-- DATA FOR ANALYSIS follows --

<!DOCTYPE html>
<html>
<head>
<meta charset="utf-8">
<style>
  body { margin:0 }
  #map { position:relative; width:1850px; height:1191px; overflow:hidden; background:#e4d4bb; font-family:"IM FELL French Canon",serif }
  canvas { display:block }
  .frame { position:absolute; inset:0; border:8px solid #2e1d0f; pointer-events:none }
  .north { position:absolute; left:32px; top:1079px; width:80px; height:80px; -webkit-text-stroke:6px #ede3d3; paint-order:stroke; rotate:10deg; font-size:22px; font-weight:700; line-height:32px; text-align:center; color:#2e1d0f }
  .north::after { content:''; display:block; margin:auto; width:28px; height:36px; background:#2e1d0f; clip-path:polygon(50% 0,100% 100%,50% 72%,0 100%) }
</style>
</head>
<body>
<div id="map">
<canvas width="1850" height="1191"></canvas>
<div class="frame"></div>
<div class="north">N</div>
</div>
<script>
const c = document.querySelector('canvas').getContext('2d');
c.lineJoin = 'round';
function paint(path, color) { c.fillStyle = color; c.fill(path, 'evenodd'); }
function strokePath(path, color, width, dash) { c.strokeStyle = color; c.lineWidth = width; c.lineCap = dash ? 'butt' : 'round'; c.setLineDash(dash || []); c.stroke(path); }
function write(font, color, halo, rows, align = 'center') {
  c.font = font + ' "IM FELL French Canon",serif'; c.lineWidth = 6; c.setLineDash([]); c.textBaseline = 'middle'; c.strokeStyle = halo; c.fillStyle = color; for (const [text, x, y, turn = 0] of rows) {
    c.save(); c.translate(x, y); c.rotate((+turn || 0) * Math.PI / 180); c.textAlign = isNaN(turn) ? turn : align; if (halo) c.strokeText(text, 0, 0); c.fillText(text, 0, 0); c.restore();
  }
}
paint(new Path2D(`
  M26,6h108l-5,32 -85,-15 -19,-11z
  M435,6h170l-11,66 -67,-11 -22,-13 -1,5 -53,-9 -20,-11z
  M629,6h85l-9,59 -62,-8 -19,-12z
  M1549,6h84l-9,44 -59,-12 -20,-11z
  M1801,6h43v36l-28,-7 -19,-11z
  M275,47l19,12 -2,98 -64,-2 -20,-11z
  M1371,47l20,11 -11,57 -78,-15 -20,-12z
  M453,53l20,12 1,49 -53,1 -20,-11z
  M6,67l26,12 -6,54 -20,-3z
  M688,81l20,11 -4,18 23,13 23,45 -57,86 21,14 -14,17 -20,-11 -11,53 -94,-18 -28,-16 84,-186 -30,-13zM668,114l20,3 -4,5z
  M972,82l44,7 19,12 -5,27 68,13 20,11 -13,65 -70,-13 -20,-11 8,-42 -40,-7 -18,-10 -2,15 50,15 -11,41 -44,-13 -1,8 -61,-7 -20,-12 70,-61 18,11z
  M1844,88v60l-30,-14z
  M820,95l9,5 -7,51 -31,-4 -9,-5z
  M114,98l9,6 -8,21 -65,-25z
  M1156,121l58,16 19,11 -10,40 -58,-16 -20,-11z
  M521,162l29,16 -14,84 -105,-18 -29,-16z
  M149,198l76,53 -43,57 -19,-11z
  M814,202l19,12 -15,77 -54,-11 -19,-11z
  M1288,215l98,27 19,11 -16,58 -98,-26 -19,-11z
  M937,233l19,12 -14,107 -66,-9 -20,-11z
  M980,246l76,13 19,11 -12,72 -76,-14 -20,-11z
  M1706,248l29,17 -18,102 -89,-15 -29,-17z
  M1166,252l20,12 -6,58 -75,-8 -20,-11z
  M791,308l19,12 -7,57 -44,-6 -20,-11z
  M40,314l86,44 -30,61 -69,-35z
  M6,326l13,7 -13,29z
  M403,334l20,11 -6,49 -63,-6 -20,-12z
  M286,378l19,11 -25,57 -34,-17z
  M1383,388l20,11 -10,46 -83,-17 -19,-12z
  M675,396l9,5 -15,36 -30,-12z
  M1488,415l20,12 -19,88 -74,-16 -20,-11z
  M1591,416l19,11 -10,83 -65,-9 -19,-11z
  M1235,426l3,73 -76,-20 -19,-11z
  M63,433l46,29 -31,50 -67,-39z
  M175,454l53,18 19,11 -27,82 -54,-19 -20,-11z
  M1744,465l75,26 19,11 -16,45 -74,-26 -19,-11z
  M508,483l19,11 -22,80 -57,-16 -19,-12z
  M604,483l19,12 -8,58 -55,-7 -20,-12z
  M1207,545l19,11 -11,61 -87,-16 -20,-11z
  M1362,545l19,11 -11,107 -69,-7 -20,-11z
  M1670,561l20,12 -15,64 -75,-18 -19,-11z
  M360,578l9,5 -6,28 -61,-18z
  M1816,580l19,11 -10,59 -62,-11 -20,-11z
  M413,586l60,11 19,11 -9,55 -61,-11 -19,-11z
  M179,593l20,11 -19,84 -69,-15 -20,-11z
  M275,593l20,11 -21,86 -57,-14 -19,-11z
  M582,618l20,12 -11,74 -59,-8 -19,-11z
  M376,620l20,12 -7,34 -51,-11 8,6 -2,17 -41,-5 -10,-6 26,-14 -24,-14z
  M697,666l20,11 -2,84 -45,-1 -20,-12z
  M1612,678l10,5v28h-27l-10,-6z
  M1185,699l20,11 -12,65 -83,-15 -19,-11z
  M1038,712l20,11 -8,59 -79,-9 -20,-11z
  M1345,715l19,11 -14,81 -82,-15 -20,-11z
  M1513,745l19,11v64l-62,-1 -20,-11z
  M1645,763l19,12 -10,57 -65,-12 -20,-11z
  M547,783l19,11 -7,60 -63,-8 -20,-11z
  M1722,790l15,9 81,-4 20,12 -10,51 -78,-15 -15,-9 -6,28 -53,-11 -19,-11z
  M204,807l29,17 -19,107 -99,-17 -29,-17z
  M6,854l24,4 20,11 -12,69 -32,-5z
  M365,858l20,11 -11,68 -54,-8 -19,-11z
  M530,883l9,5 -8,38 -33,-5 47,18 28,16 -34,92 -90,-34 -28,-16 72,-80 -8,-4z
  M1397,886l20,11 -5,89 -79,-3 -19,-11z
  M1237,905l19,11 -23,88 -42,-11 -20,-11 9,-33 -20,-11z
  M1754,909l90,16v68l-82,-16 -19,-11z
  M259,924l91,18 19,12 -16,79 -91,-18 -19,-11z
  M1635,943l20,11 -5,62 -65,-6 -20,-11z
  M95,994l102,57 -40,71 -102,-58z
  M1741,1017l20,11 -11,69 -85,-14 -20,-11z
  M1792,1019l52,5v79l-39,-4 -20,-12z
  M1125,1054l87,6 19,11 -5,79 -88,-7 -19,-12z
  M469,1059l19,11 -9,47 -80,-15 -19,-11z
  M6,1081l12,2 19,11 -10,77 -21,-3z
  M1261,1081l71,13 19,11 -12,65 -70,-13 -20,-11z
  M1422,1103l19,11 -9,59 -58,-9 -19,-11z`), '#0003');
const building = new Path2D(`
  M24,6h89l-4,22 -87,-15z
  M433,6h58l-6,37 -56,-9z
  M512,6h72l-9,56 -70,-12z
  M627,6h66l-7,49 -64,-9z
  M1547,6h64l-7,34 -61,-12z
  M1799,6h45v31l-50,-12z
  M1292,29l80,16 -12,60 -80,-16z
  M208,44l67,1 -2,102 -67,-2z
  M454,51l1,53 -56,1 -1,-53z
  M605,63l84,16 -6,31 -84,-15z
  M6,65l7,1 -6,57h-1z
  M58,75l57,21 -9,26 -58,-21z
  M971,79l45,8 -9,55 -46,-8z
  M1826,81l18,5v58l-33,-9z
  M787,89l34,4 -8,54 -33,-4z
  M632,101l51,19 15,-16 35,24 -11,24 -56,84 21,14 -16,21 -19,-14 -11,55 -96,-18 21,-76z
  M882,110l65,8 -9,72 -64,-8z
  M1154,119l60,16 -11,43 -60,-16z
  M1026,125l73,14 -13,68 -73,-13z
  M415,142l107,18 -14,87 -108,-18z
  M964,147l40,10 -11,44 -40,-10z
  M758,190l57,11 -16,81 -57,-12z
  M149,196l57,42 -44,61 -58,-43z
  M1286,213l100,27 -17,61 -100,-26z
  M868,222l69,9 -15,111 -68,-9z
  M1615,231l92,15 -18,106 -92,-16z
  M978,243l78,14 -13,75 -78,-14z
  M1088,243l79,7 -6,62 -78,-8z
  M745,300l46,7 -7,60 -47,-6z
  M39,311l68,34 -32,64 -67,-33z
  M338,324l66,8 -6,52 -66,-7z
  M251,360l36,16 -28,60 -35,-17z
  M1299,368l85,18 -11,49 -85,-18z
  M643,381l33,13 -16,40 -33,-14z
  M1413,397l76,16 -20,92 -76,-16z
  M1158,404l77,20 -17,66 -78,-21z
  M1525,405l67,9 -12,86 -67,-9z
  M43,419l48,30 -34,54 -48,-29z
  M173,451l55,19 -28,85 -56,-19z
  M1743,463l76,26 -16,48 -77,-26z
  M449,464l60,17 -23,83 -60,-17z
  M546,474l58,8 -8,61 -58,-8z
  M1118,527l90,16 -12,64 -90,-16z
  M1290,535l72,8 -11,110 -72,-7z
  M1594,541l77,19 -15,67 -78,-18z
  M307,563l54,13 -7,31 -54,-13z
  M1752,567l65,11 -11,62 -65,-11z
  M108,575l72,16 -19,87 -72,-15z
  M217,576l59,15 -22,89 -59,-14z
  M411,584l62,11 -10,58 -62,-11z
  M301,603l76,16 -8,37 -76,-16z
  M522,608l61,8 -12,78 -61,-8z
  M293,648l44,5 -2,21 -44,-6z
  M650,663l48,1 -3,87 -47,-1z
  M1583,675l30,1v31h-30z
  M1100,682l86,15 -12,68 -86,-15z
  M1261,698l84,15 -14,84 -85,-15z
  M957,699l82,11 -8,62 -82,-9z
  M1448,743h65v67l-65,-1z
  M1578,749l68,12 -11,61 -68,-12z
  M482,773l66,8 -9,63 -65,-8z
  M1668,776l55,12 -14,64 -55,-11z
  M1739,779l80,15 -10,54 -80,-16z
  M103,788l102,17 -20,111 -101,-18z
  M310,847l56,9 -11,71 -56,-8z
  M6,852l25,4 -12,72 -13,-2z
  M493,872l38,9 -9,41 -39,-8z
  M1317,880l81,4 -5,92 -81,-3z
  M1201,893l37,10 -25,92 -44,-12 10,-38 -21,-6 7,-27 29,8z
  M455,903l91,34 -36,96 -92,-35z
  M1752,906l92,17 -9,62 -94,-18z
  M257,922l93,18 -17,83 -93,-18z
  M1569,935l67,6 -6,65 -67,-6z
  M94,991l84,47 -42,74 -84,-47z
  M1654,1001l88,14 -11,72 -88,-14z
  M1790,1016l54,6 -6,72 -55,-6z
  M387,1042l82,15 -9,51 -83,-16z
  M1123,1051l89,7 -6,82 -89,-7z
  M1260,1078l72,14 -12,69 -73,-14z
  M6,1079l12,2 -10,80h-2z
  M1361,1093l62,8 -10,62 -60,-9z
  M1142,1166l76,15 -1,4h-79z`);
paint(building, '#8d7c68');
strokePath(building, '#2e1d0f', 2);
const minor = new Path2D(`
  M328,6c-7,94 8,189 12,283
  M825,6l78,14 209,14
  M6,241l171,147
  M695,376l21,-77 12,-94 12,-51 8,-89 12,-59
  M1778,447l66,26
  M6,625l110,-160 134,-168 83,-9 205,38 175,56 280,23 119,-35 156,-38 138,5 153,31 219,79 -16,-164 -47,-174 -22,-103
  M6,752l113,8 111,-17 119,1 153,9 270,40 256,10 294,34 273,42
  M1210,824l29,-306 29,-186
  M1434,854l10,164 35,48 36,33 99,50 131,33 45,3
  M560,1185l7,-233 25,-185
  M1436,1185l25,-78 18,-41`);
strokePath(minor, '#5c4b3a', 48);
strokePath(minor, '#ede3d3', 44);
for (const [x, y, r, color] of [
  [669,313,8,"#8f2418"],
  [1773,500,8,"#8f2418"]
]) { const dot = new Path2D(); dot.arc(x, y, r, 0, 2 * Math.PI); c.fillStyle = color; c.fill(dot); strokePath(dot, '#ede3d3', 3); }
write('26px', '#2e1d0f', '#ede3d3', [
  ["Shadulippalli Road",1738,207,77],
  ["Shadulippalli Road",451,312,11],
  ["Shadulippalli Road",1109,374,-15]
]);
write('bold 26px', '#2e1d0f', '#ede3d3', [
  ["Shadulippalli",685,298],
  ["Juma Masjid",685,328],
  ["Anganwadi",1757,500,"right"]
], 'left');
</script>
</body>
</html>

-- DATA FOR ANALYSIS concluded --

Would you restate exactly the lines of the material above, from its opening line through the line with "M688,81l20,11 -4,18 23,13", and output only those?

# [WRITTEN REPLY]
<!DOCTYPE html>
<html>
<head>
<meta charset="utf-8">
<style>
  body { margin:0 }
  #map { position:relative; width:1850px; height:1191px; overflow:hidden; background:#e4d4bb; font-family:"IM FELL French Canon",serif }
  canvas { display:block }
  .frame { position:absolute; inset:0; border:8px solid #2e1d0f; pointer-events:none }
  .north { position:absolute; left:32px; top:1079px; width:80px; height:80px; -webkit-text-stroke:6px #ede3d3; paint-order:stroke; rotate:10deg; font-size:22px; font-weight:700; line-height:32px; text-align:center; color:#2e1d0f }
  .north::after { content:''; display:block; margin:auto; width:28px; height:36px; background:#2e1d0f; clip-path:polygon(50% 0,100% 100%,50% 72%,0 100%) }
</style>
</head>
<body>
<div id="map">
<canvas width="1850" height="1191"></canvas>
<div class="frame"></div>
<div class="north">N</div>
</div>
<script>
const c = document.querySelector('canvas').getContext('2d');
c.lineJoin = 'round';
function paint(path, color) { c.fillStyle = color; c.fill(path, 'evenodd'); }
function strokePath(path, color, width, dash) { c.strokeStyle = color; c.lineWidth = width; c.lineCap = dash ? 'butt' : 'round'; c.setLineDash(dash || []); c.stroke(path); }
function write(font, color, halo, rows, align = 'center') {
  c.font = font + ' "IM FELL French Canon",serif'; c.lineWidth = 6; c.setLineDash([]); c.textBaseline = 'middle'; c.strokeStyle = halo; c.fillStyle = color; for (const [text, x, y, turn = 0] of rows) {
    c.save(); c.translate(x, y); c.rotate((+turn || 0) * Math.PI / 180); c.textAlign = isNaN(turn) ? turn : align; if (halo) c.strokeText(text, 0, 0); c.fillText(text, 0, 0); c.restore();
  }
}
paint(new Path2D(`
  M26,6h108l-5,32 -85,-15 -19,-11z
  M435,6h170l-11,66 -67,-11 -22,-13 -1,5 -53,-9 -20,-11z
  M629,6h85l-9,59 -62,-8 -19,-12z
  M1549,6h84l-9,44 -59,-12 -20,-11z
  M1801,6h43v36l-28,-7 -19,-11z
  M275,47l19,12 -2,98 -64,-2 -20,-11z
  M1371,47l20,11 -11,57 -78,-15 -20,-12z
  M453,53l20,12 1,49 -53,1 -20,-11z
  M6,67l26,12 -6,54 -20,-3z
  M688,81l20,11 -4,18 23,13 23,45 -57,86 21,14 -14,17 -20,-11 -11,53 -94,-18 -28,-16 84,-186 -30,-13zM668,114l20,3 -4,5z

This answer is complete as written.